How to complete this task — Within the records below, find each line with the word "labels" and copy it out.

(Given records Opens)

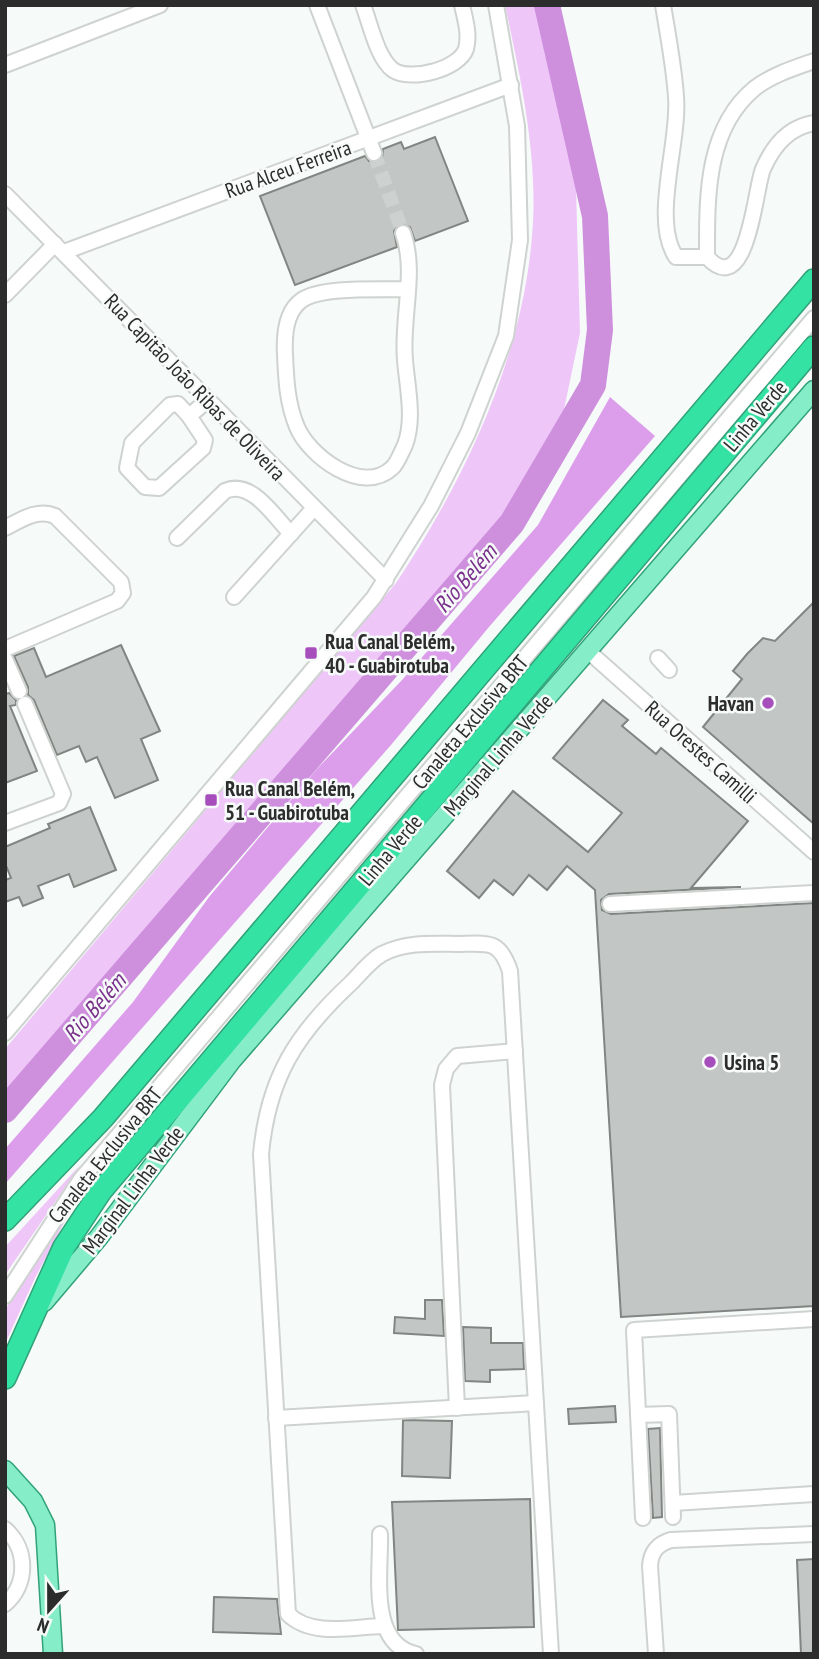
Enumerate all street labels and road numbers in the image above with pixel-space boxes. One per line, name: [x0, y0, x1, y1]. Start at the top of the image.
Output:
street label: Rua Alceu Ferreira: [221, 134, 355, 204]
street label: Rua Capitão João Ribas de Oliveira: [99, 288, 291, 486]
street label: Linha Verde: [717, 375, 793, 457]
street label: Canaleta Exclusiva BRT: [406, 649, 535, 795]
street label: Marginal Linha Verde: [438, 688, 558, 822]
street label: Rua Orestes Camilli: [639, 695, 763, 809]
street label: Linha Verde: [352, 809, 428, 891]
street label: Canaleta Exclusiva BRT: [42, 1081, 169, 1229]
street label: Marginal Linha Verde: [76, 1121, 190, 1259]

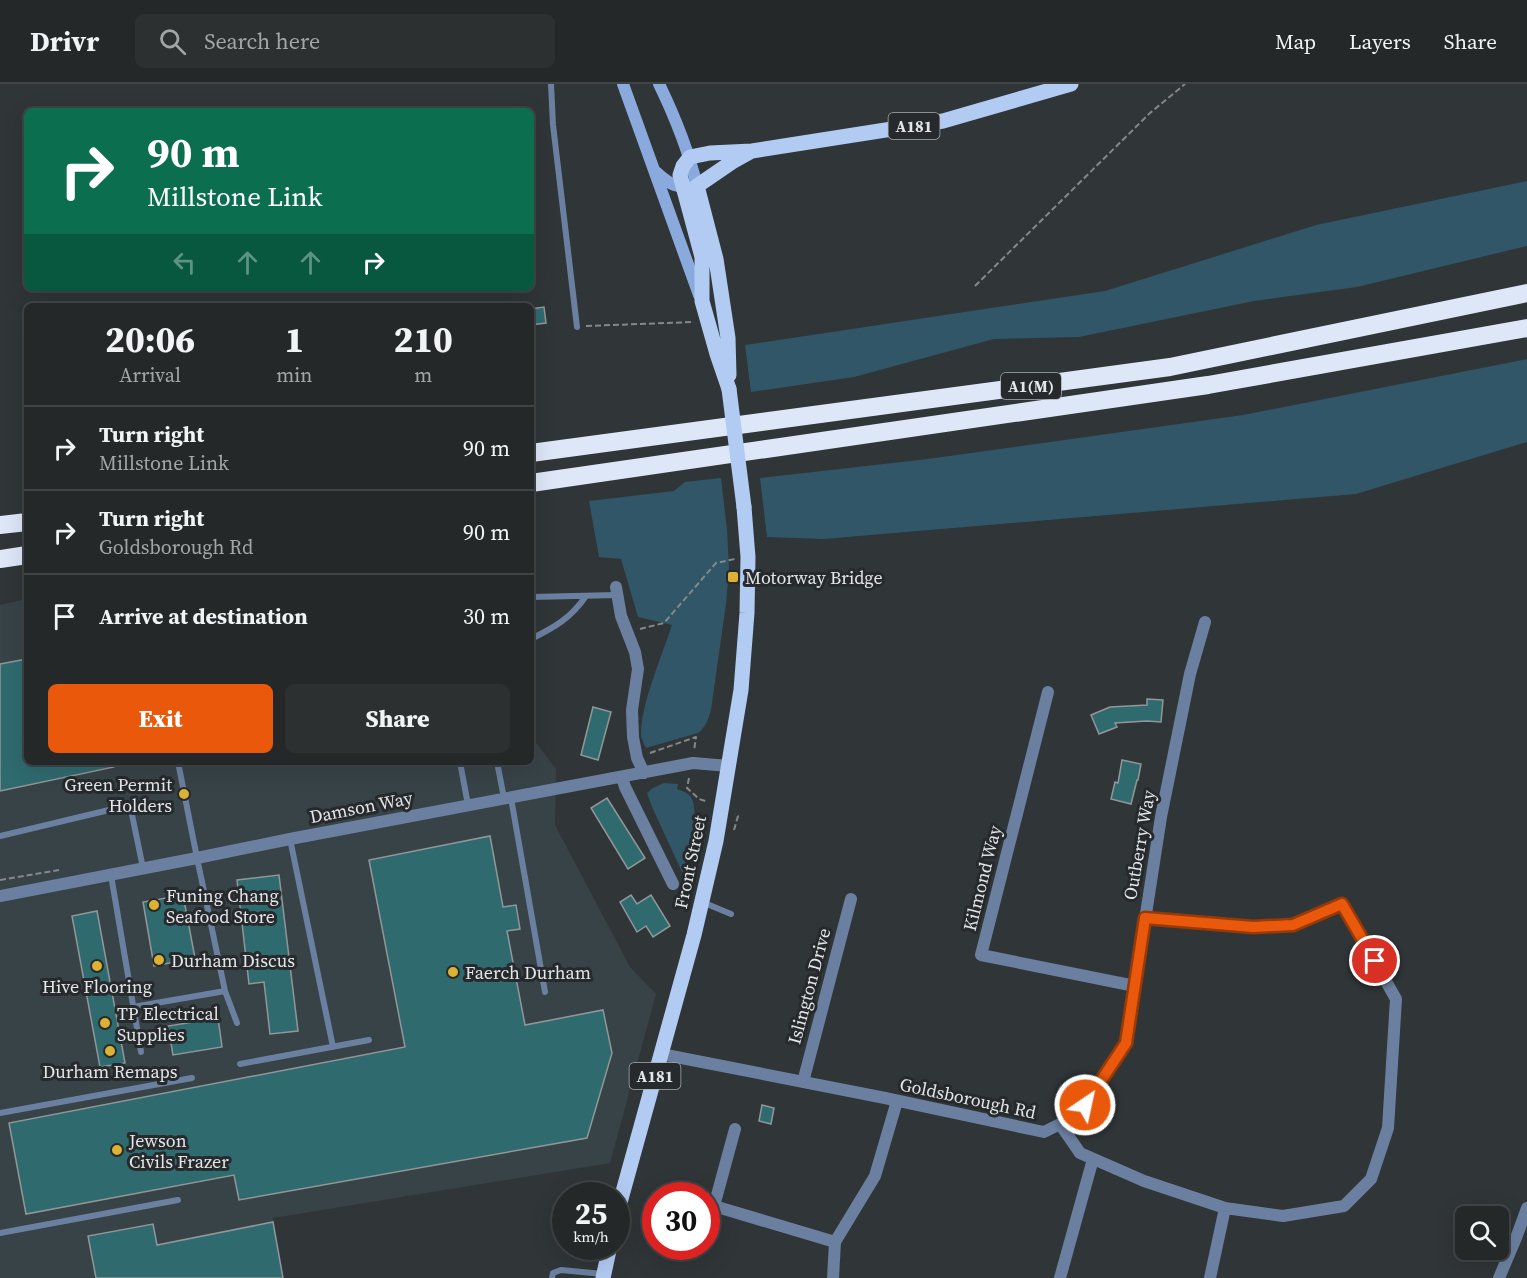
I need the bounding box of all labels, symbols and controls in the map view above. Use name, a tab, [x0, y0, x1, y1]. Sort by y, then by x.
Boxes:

(Given records Closes)
(Given records Opens)

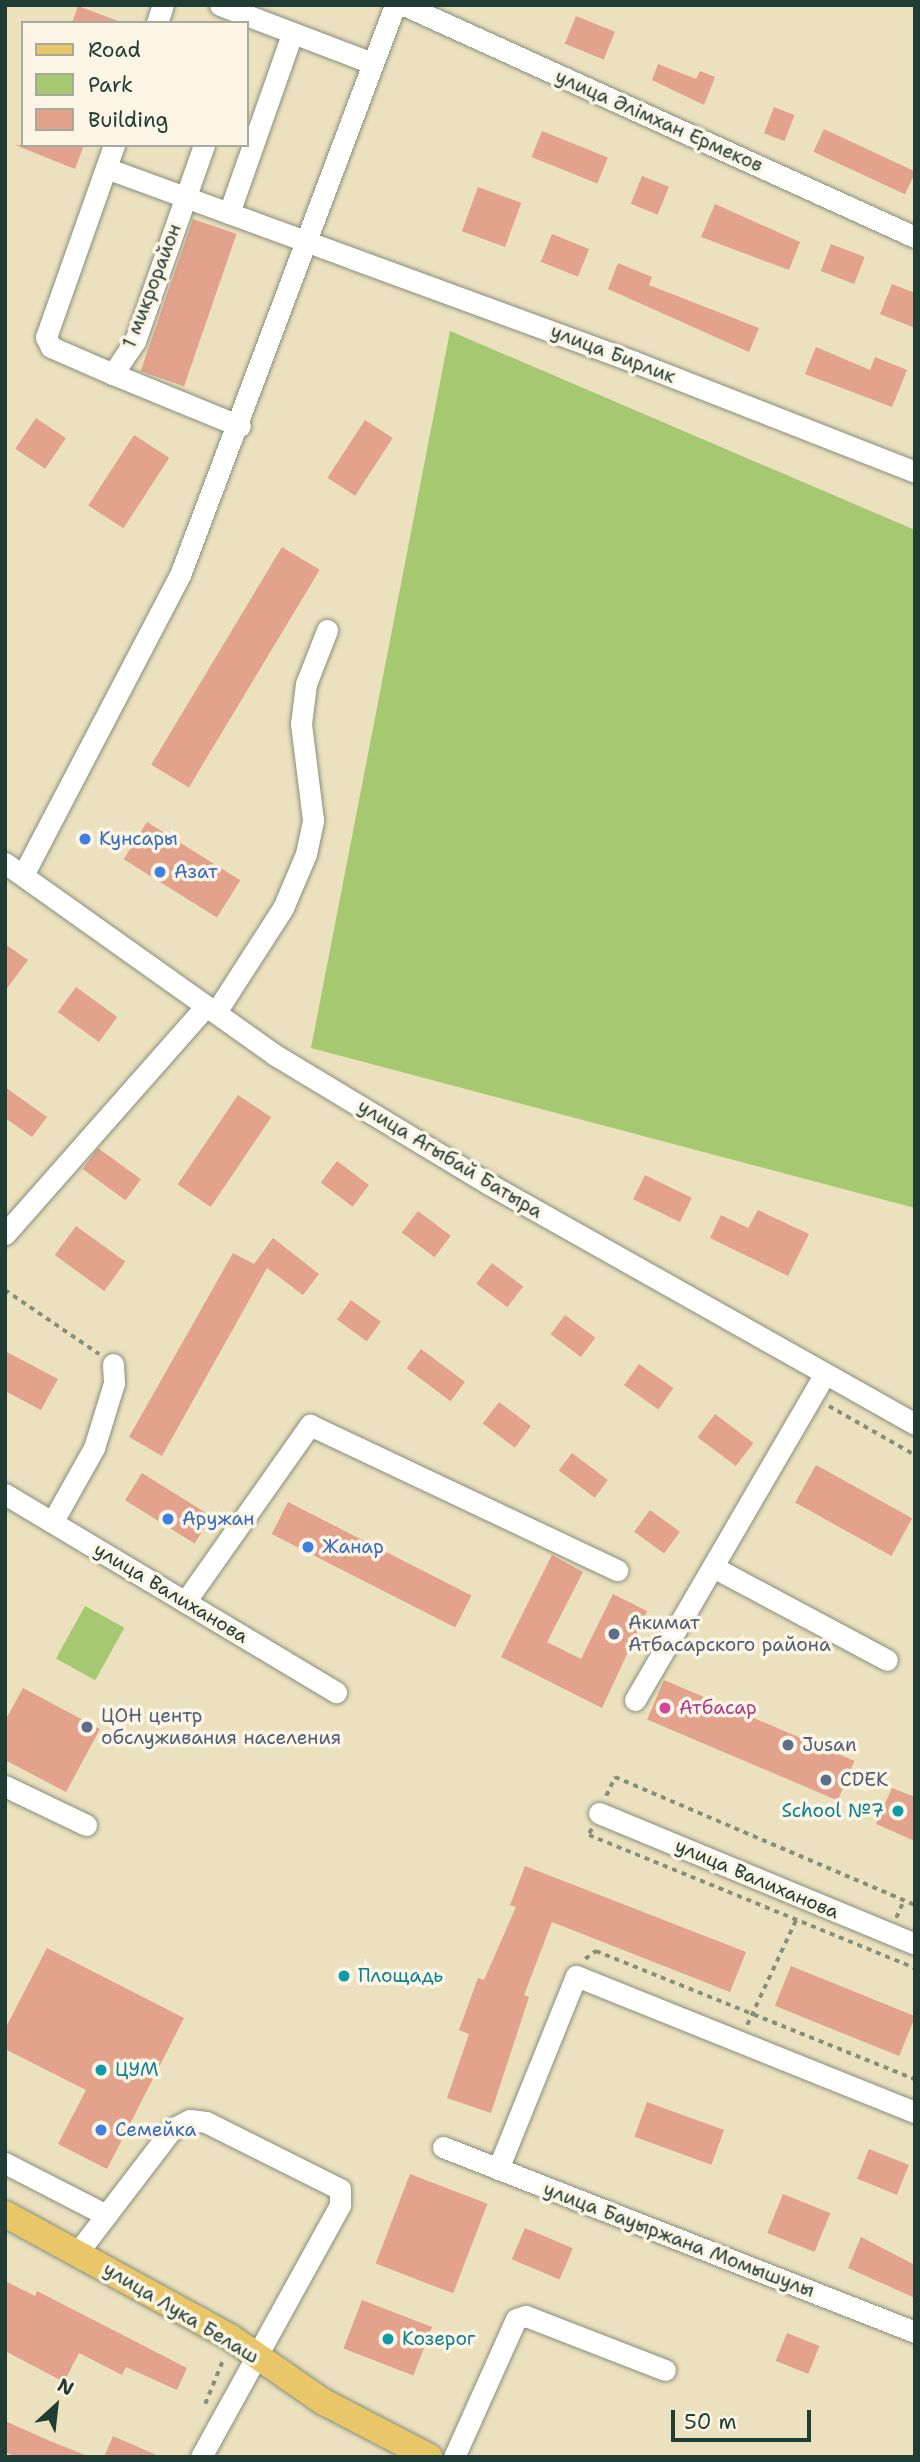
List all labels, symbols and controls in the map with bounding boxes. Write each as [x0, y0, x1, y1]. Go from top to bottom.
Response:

(Given records Closes)

Worked solution —
Enumerate all street labels and road numbers in the image above with pixel-space boxes. One per line, name: [x0, y0, x1, y1]. Start at the top of the image.
I need the bounding box of all labels, symbols and controls in the map view above. Use name, a tab, [x0, y0, x1, y1]. Sort by y, then by x.
List all labels, symbols and controls in the map with bounding boxes. Write each as [x0, y0, x1, y1]. Go from top to bottom.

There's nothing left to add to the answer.